Out-of-sample testing simulates the real way machine learning is used. Think about how Amazon designs Alexa. The goal is to analyze future speech, sentences and speakers she hasn't necessarily heard.
The goal of out-of-sample testing is to determine if your model has overfit to the data on which it was trained. In other words, we don't want to memorize patterns in the training data or model mere coincidences. We want something that will generalize to new data, much like Alexa should.
I do agree that out-of-sample testing is an excellent way to assess performance, since it's kind of the ultimate test of the generality in which a model works. However, in the regression setting (think OLS), there is adjusted $R^2$ which gives a penalty for having many parameters, with the assumption being that throwing all kinds of parameters at a model will end up memorizing the data. Remember, if you have $N$ points in the plane with different $x$ coordinates, you can hit all of them with a polynomial of order $N-1$ (e.g., a parabola connects any $3$ such points) and achieve perfect accuracy on your training data, but that's little more than playing connect the dots.

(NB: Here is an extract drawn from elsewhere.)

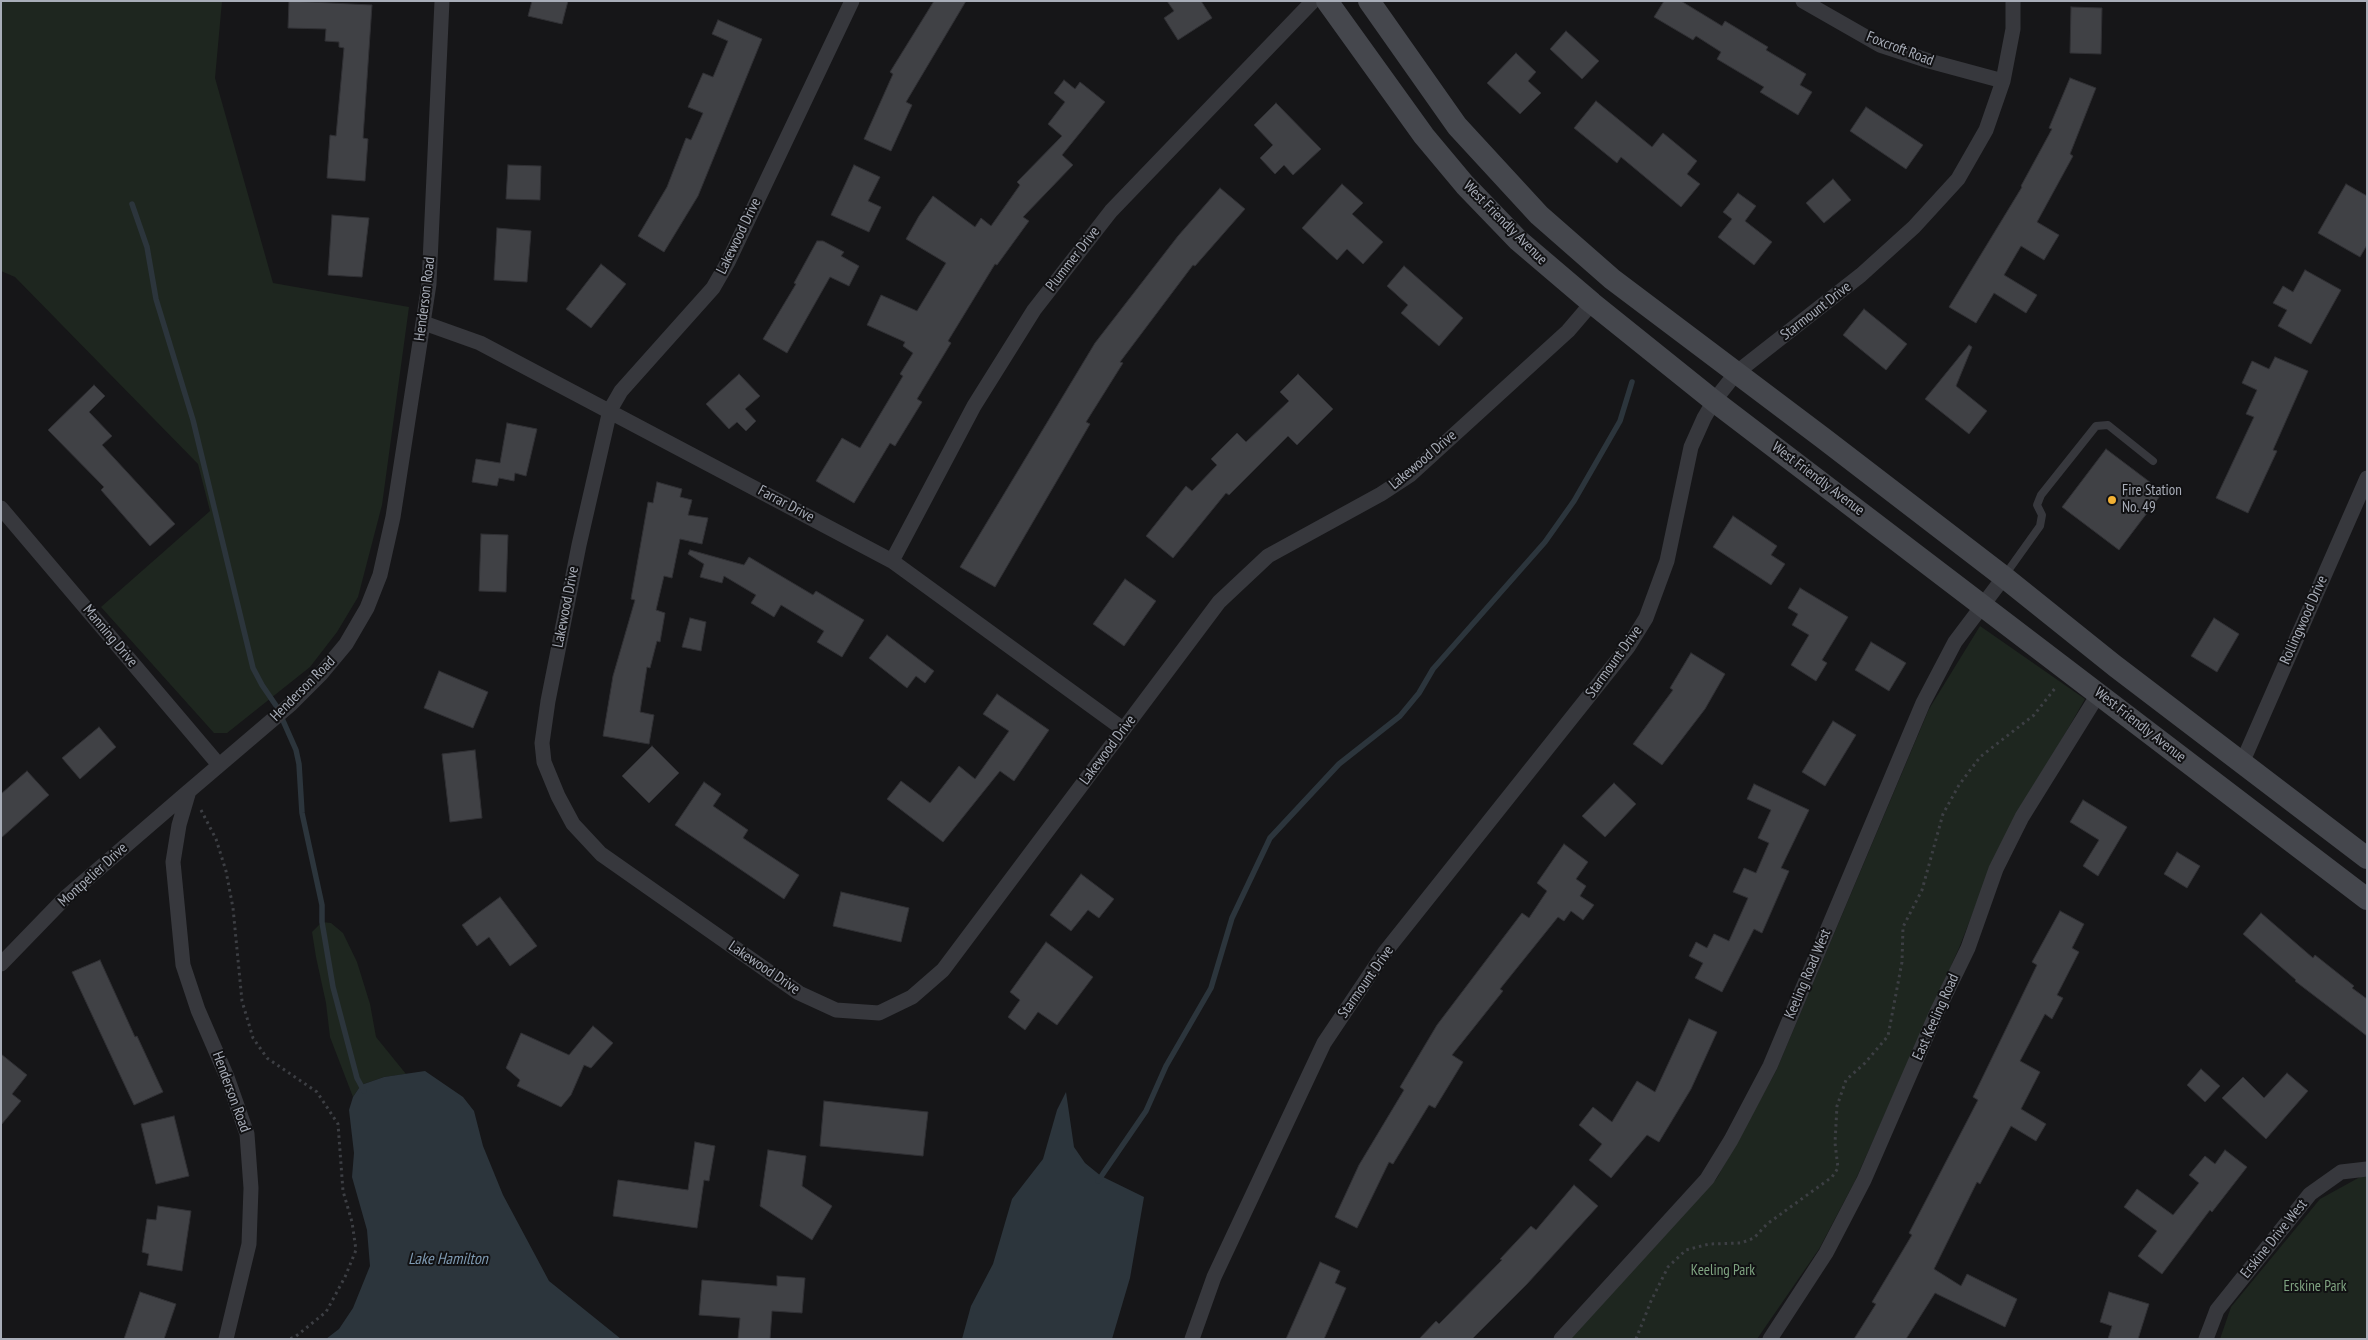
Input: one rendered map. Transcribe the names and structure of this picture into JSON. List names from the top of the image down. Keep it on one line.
{"streets":{"main road":["West Friendly Avenue"],"street":["Foxcroft Road","Lakewood Drive","Plummer Drive","Henderson Road","Starmount Drive","Farrar Drive","Rollingwood Drive","Manning Drive","Montpelier Drive","Keeling Road West","East Keeling Road","Erskine Drive West"]},"crossings":[["Foxcroft Road","Starmount Drive"],["West Friendly Avenue","Lakewood Drive"],["West Friendly Avenue","Starmount Drive"],["West Friendly Avenue","Rollingwood Drive"],["West Friendly Avenue","Keeling Road West"],["West Friendly Avenue","East Keeling Road"],["Lakewood Drive","Farrar Drive"],["Plummer Drive","Farrar Drive"],["Henderson Road","Farrar Drive"],["Henderson Road","Manning Drive"],["Henderson Road","Montpelier Drive"]],"water":["Lake Hamilton"],"parks":["Keeling Park","Erskine Park"],"places":["Fire Station No. 49"]}
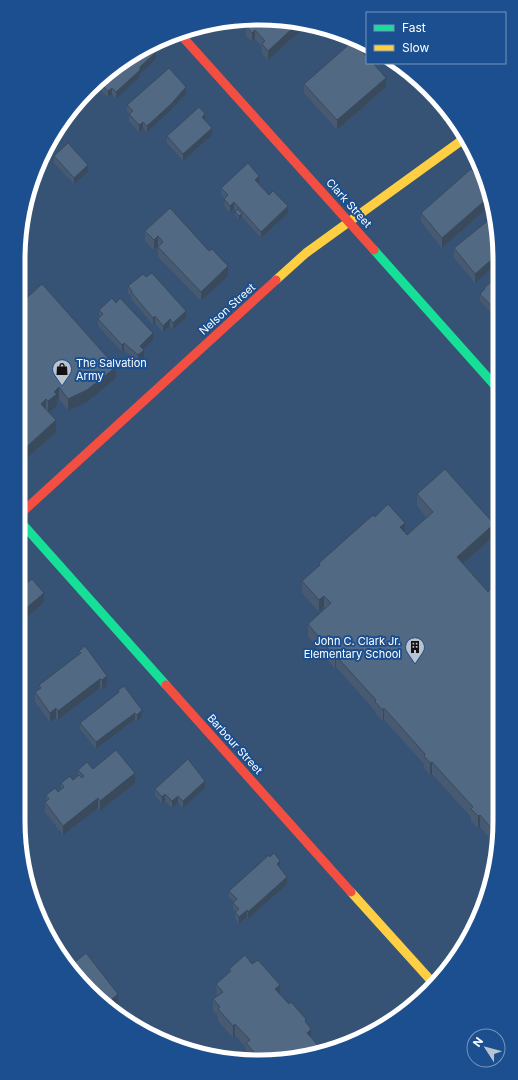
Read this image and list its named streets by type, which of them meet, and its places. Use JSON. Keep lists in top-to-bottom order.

Biostatistics and epidemiology do have a variant of out-of-sample testing where the model is repeatedly trained on bootstrap samples and then tested on the normal dataset, if that counts as what you mean (though even such an approach does test the trained model on points on which the model was not fit). This is not without its critics. Even Harrell has remarked that splitting the data to have a designated test set is reasonable once the data set gets to be quite large (the number he tends to give, such as in the link, is $20000$ observations).